■ Your objective
Examine the records and identify each line that includes the string "Chasseur". Copy those lines.

[Data supplied Boundary: Start]

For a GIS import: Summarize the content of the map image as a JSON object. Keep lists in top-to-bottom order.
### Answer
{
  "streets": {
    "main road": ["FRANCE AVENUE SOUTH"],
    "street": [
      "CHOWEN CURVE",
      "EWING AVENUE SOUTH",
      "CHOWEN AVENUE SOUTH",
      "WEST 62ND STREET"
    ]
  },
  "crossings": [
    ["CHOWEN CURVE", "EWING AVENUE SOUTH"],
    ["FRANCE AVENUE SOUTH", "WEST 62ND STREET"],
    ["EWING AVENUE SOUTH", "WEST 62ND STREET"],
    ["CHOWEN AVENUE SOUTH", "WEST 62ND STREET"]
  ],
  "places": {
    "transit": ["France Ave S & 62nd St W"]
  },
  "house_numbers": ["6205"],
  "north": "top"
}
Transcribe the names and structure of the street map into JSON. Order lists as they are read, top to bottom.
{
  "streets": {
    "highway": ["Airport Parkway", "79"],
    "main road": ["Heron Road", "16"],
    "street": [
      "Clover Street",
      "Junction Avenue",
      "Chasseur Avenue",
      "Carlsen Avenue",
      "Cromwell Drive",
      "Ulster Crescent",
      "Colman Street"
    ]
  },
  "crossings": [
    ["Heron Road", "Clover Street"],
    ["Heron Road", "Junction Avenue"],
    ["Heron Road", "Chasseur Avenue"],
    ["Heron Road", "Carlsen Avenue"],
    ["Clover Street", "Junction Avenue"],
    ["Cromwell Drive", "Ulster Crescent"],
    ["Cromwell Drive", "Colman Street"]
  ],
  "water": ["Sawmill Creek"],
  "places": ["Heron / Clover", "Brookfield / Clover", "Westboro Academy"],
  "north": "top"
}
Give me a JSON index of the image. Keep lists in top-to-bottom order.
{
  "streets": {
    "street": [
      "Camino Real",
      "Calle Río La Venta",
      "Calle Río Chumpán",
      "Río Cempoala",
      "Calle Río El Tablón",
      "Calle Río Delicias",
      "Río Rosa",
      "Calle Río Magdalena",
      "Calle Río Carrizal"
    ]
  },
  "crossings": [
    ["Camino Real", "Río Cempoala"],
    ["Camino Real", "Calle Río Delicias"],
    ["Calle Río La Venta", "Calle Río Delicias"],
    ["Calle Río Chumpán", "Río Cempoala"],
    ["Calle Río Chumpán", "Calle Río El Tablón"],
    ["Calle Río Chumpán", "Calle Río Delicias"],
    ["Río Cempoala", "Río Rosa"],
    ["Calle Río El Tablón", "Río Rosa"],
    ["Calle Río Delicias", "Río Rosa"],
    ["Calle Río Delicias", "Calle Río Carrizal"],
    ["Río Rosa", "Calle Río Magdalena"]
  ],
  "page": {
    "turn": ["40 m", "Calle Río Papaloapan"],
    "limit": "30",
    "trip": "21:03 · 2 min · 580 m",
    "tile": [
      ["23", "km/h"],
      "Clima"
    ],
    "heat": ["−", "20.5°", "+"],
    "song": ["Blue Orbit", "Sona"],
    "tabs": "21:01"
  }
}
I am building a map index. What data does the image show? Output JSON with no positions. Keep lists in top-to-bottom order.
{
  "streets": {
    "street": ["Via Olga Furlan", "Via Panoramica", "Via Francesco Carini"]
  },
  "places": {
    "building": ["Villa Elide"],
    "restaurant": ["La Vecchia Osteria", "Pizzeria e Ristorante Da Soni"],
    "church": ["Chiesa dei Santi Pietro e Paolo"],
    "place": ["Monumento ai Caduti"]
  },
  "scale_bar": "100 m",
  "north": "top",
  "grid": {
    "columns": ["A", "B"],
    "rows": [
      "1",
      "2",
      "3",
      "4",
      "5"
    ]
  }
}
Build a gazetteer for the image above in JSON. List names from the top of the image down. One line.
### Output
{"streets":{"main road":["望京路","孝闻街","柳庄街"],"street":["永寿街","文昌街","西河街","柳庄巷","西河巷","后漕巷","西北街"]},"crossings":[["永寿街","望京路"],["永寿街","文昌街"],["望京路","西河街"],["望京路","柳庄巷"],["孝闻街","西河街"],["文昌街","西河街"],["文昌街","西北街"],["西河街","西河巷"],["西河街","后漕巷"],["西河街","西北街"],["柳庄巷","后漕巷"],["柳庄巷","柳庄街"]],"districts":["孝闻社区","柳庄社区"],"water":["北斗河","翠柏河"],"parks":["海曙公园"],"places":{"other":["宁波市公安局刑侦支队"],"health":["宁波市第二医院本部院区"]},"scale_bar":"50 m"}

[Data supplied Boundary: End]

■ Task solution
      "Chasseur Avenue",
    ["Heron Road", "Chasseur Avenue"],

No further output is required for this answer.